In April 2020, the Office of Personnel Management announced that it had appointed Kirk as the associate director for employee services. Kirk was involved in implementing Schedule F appointments.

===Post-government work (2021–2025)===
By April 2023, Kirk had been hired at The Heritage Foundation as an associate director. He co-authored a section of Project 2025's Mandate for Leadership on the federal workforce.

===Office of the Inspector General of the Intelligence Community (2025–2026)===
By May 2025, Tulsi Gabbard, the director of national intelligence, had hired Kirk as an advisor. That month, she named Kirk to the Office of the Inspector General of the Intelligence Community. The decision occurred as the inspector general's office was investigating the Office of the Director of National Intelligence over the unauthorized release of a group chat in which military operations were discussed.

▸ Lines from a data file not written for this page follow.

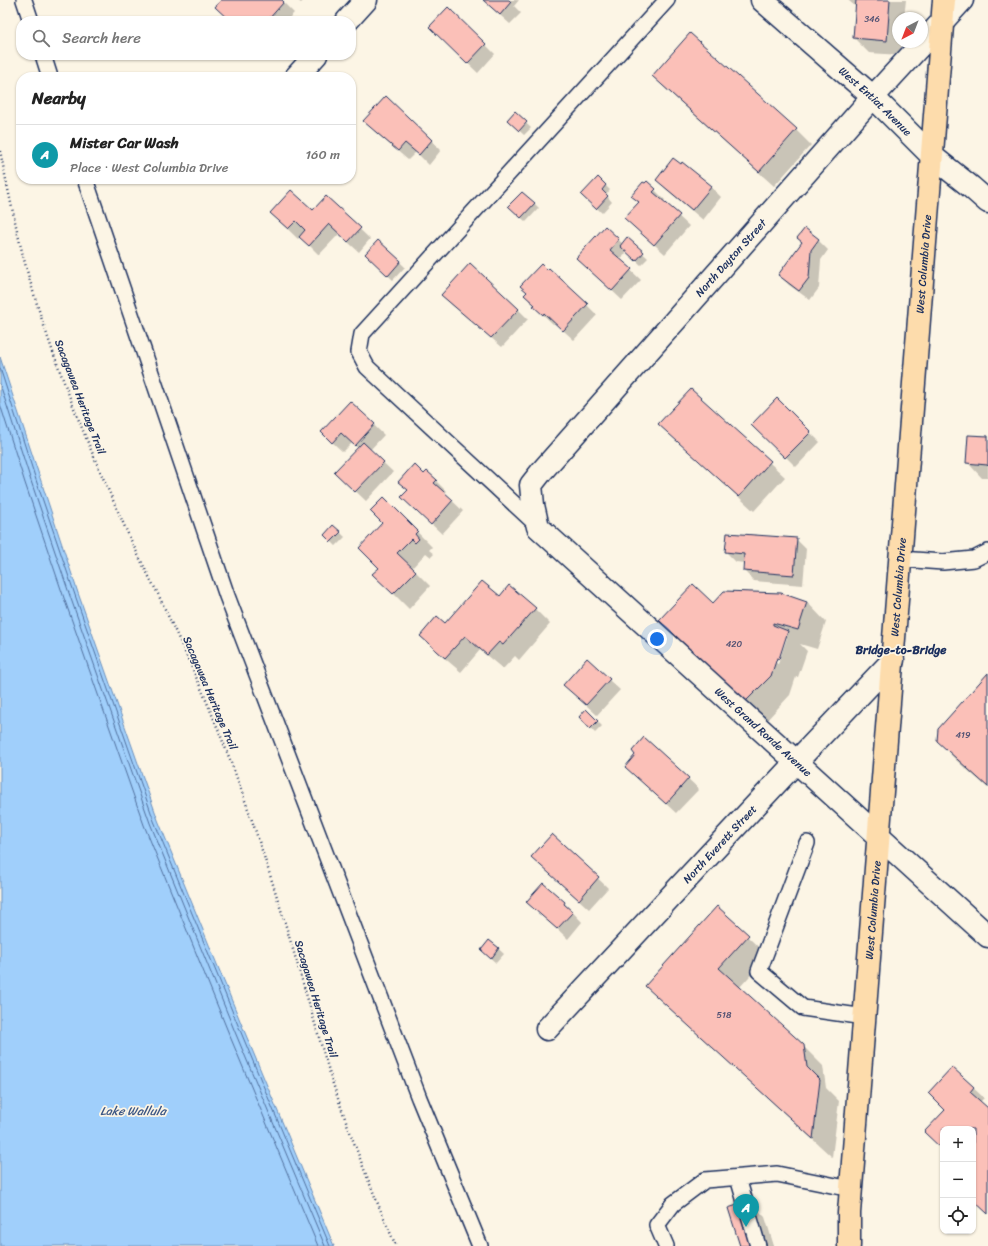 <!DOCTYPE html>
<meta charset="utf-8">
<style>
:root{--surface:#fff;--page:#f6f6f6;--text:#222;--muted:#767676;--line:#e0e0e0;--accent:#ea580c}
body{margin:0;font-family:Sriracha,sans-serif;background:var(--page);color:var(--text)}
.controls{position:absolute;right:12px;bottom:12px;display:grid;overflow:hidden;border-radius:8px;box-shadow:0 1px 3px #0004}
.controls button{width:36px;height:36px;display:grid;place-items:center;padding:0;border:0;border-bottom:1px solid var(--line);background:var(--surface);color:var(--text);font:20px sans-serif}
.compass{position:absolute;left:892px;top:12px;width:36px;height:36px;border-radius:50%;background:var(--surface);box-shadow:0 1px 3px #0004;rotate:222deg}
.you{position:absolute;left:657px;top:639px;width:14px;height:14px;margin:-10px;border:3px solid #fff;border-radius:50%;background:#1a73e8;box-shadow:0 0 0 6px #1a73e833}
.badge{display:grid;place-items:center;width:26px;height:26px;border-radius:50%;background:var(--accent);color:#fff;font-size:13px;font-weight:700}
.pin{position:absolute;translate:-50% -33px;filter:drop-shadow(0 1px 2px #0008)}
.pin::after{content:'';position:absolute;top:21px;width:14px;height:12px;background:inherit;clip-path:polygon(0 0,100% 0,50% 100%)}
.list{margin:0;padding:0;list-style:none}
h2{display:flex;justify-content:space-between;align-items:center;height:52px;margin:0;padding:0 16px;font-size:17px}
h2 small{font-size:13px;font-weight:400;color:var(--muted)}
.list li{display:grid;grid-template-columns:26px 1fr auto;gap:12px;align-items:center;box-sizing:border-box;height:60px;padding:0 16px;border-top:1px solid var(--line)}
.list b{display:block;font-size:15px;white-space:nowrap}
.list p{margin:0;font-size:13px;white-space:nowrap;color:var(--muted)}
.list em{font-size:13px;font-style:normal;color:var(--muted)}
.icon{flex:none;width:22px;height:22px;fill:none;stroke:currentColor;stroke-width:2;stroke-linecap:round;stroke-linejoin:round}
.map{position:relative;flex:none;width:988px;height:1246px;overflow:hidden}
.search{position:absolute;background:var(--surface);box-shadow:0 1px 3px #0004;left:16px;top:16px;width:340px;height:44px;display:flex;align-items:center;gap:10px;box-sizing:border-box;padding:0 14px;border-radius:16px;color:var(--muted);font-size:15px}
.panel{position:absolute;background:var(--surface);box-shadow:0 1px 3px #0004;left:16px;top:72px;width:340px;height:112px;border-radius:16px}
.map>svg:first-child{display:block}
</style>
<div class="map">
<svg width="988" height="1246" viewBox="0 0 988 1246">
<rect width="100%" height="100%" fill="#fcf5e5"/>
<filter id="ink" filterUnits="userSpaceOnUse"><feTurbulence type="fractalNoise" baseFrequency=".025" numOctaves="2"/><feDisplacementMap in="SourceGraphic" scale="8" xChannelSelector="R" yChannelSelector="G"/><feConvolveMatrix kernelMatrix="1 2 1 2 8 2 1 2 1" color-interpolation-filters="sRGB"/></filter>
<g filter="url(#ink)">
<path fill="#a0cffb" stroke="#6b8fbc" d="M0,357L78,593L158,820L243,1028L334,1246H0Z"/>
<path fill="#0003" fill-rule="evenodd" d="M223,0H281L294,13L286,21H231Z
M297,0H304L301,3Z
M483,0H519L514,6L521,13L510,24Z
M848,0H906L904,18H898V42H902L901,55L869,53L854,38L857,8Z
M690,35L796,130L811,145L774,186L668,91L653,76Z
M440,37L485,44L495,54L478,73Z
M515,113L531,128L524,135L513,125Z
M374,131L431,140L441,150L429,165L416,152L408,160Z
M598,178L610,190L606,195L612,202L602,213L583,195Z
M657,180L711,187L721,197L703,220L667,190Z
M655,190L665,200L663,202L689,226L665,254L636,228L639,203L632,196Z
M326,197L370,239L359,252L339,234L319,255L300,236L298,239L271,213L313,211Z
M534,203L539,208L526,222L509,206Z
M605,228L623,244L627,239L648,258L641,265L627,252L620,260L641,280L622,300L577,258Z
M805,230L818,240L828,250L821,260L819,288L810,300L789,285L779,275L803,243Z
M378,241L405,267L393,280L371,259Z
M442,295L518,309L528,319L502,347L452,305Z
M587,305L597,315L574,340L555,323L553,324L534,306Z
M691,390L785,477L754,511L675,439Z
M777,400L820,442L796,467L753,424Z
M350,402L384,435L370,450L393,472L366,501L346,482L358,448L352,443L343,452L332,442Z
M988,437V478H982L967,462Z
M427,472L446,491L444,493L463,511L442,534L413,507L409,491L399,481L424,475Z
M384,498L432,547L429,550L434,554L431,557L426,553L412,568L430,586L409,609L389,589L380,568L384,523Z
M340,532L345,537L336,546L325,535Z
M796,539L806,549L803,585L754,581L744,571V563L736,562L726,552Z
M500,598L535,609L550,624L519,660L515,656L503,669L480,650L461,672L436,651L421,636Z
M807,602L826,622L817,649L800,644L807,651L798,677H796L790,695L766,721L680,639L713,604ZM785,636L787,638L778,664L776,663Z
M587,660L620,690L597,715L575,695Z
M988,674V788L957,761L938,741Z
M586,710L602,726L595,733L580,717Z
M644,738L699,789L676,813L626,767L637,755Z
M552,835L608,888L589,909L543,867Z
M564,903L582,922L568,939L538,911Z
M717,908L768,956L739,988L803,1046L823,1066L826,1088L839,1101L832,1157L666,1005L646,985Z
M490,941L504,954L496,963L487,955Z
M952,1068L984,1098L980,1102L988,1109V1214L973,1200V1129H943V1149L935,1142L946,1110Z
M750,1202L765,1217L774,1246H741Z"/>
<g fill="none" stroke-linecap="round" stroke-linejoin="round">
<path stroke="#506f9d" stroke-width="1" d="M0,368L36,480L75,595L154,821L240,1030L330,1246
M0,384L31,481L70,596L150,823L235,1032L325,1246
M0,404L25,483L64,598L144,825L229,1034L318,1246"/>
</g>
<path fill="#fbc0b8" stroke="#1b2f5e" d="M221,0H282L284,2L267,21H230L215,7Z
M483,0H509L511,2L500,15Z
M856,0H890L887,41L853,38Z
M448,7L486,44L467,64L429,27Z
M690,33L797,129L759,172L652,76Z
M386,96L432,140L419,155L405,143L398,151L363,121Z
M515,111L527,122L519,131L507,120Z
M673,158L681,164L682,162L712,186L692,210L656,180Z
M598,177L606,185L602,190L608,196L596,209L581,195Z
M647,181L656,189L653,192L680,215L654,245L624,218L639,202L631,196L643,182L645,183Z
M291,190L313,210L326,196L361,228L348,242L329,224L309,246L299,237L305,230L296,221L288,229L270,213Z
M522,192L535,203L521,218L508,206Z
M605,226L619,239L610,250L632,269L612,291L576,258Z
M805,228L819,239L811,250L809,278L799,291L778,275L802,242L797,238Z
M627,237L644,252L636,261L620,246Z
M378,240L401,261L388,276L365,254Z
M470,263L519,309L491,338L441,295Z
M541,264L547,270L549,268L588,304L563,331L544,313L543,315L533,306L535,305L524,295L527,292L520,286Z
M691,389L771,461L739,497L658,424Z
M777,398L811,432L785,458L751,425Z
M350,401L375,424L355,446L341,433L332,443L321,432Z
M968,435L988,436V466L987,465L966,463Z
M363,442L384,462L355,492L334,472Z
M414,464L424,474L427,471L437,480L434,483L453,500L431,525L401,497L408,490L398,482Z
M384,497L418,531L415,534L419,539L415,543L411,539L397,553L416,571L393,594L372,574L379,568L359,548L382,523L370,511Z
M333,525L341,532L331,542L324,535Z
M727,533L797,538L794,575L743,571L744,554L725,552Z
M482,581L500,596L509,585L536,608L503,645L499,642L487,655L465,636L445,658L420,636L437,616L445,623Z
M693,584L713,603L724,591L781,593L807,602L798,630L773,623V625L788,631L779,659L777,658L771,676L745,702L659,620Z
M587,658L610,679L586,705L563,685Z
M988,673V787L937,741L938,729Z
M586,709L598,721L590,729L579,717Z
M644,737L689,778L666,804L625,767L635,755L632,751Z
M552,834L599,877L579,900L531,857Z
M543,883L565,902L564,904L573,912L557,929L526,902Z
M717,906L749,935L719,968L804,1045L807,1067L820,1080L813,1139L645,986Z
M489,940L499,948L491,959L481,950Z
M952,1067L974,1087L970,1092L988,1108V1214L973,1200V1129H943V1150L924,1132L945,1110L928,1093Z
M750,1201L764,1246H740L728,1208Z"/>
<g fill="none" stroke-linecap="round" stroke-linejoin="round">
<defs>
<path id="lane" d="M24,0L31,21
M43,55L50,77
M85,179L227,596L419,1098L480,1246
M538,526L367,367L359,352L362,334L667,0
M900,559L943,562L974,559L988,552
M807,843L759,971L803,1008L865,1017
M738,1178L758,1246
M666,1246L657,1225L673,1204L705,1180L777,1174L851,1189"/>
<g id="street">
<path id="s1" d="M762,0L873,97L932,156L971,187L988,202"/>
<path id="s2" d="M962,0L873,97L542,471L531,485L533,505L538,527L988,936"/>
<path d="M347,21L366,0"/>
<path d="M296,77L316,55"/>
<path id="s3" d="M547,1029L796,762L893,660"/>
</g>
<g id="primary">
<path id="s4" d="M849,1246V1213L944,0"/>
</g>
</defs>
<use href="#lane" stroke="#1b2f5e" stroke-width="18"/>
<use href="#street" stroke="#1b2f5e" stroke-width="25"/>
<use href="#primary" stroke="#1b2f5e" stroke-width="25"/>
<path stroke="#1b2f5e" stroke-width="2.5" stroke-dasharray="1 3" stroke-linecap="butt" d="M0,151C8,189 16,229 26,267C50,353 84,437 121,518C132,544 145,569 158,594C177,635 196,675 213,717C262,835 295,958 332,1081C351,1137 372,1192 396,1246"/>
<use href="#lane" stroke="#fcf5e5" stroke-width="15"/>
<use href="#street" stroke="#fcf5e5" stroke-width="22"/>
<use href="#primary" stroke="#fddcac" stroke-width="22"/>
</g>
</g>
<g text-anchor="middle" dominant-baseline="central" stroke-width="3.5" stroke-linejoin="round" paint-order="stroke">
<g font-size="9" fill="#535374">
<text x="872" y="19">346</text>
<text x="734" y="644">420</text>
<text x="963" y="735">419</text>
<text x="724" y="1015">518</text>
</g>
<g font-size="11" fill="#1b2f5e" stroke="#fcf5e5">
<text stroke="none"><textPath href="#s1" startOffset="152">West Entiat Avenue</textPath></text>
<text transform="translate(731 258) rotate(-48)">North Dayton Street</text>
<text stroke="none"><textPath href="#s4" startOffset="985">West Columbia Drive</textPath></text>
<text transform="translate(80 397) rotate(69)">Sacagawea Heritage Trail</text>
<text stroke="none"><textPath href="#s4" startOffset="661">West Columbia Drive</textPath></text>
<text transform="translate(210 693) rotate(67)">Sacagawea Heritage Trail</text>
<text stroke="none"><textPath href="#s2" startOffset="996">West Grand Ronde Avenue</textPath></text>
<text stroke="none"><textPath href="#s3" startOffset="253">North Everett Street</textPath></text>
<text stroke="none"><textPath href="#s4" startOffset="337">West Columbia Drive</textPath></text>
<text transform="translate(316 999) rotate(73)">Sacagawea Heritage Trail</text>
</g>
<g font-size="12" font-weight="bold" fill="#1b2f5e" stroke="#fcf5e5">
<text x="901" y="650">Bridge-to-Bridge</text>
</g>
<g font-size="12" font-style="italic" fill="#3c5785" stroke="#fcf5e5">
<text x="133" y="1111">Lake Wallula</text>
</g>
</g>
</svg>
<div class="controls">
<button>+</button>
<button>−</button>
<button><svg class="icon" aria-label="locate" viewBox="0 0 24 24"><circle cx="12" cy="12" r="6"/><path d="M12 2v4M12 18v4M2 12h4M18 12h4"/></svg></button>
</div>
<svg class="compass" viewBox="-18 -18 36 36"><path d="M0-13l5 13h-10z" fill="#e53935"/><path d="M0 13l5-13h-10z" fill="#767676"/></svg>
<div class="you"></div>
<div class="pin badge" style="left:746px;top:1227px;background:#0f9aa8">A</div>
<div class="search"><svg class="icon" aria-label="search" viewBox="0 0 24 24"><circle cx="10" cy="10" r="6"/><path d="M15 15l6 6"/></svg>Search here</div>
<section class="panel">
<h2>Nearby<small></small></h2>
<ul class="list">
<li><span class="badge" style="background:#0f9aa8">A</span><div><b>Mister Car Wash</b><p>Place · West Columbia Drive</p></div><em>160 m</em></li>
</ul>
</section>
</div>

==Office of the Inspector General for the Department of the Interior==
In August 2026, California representative Jared Huffman, the ranking member of the House Committee on Natural Resources, alleged that Kirk had been hired at the Office of the Inspector General for the United States Department of the Interior. On August 7, President Donald Trump nominated Kirk as the office's inspector general. The nomination occurred as the Office of the Inspector General had been requested to oversee the Department of the Interior's management of Trump's renovations to the Lincoln Memorial Reflecting Pool.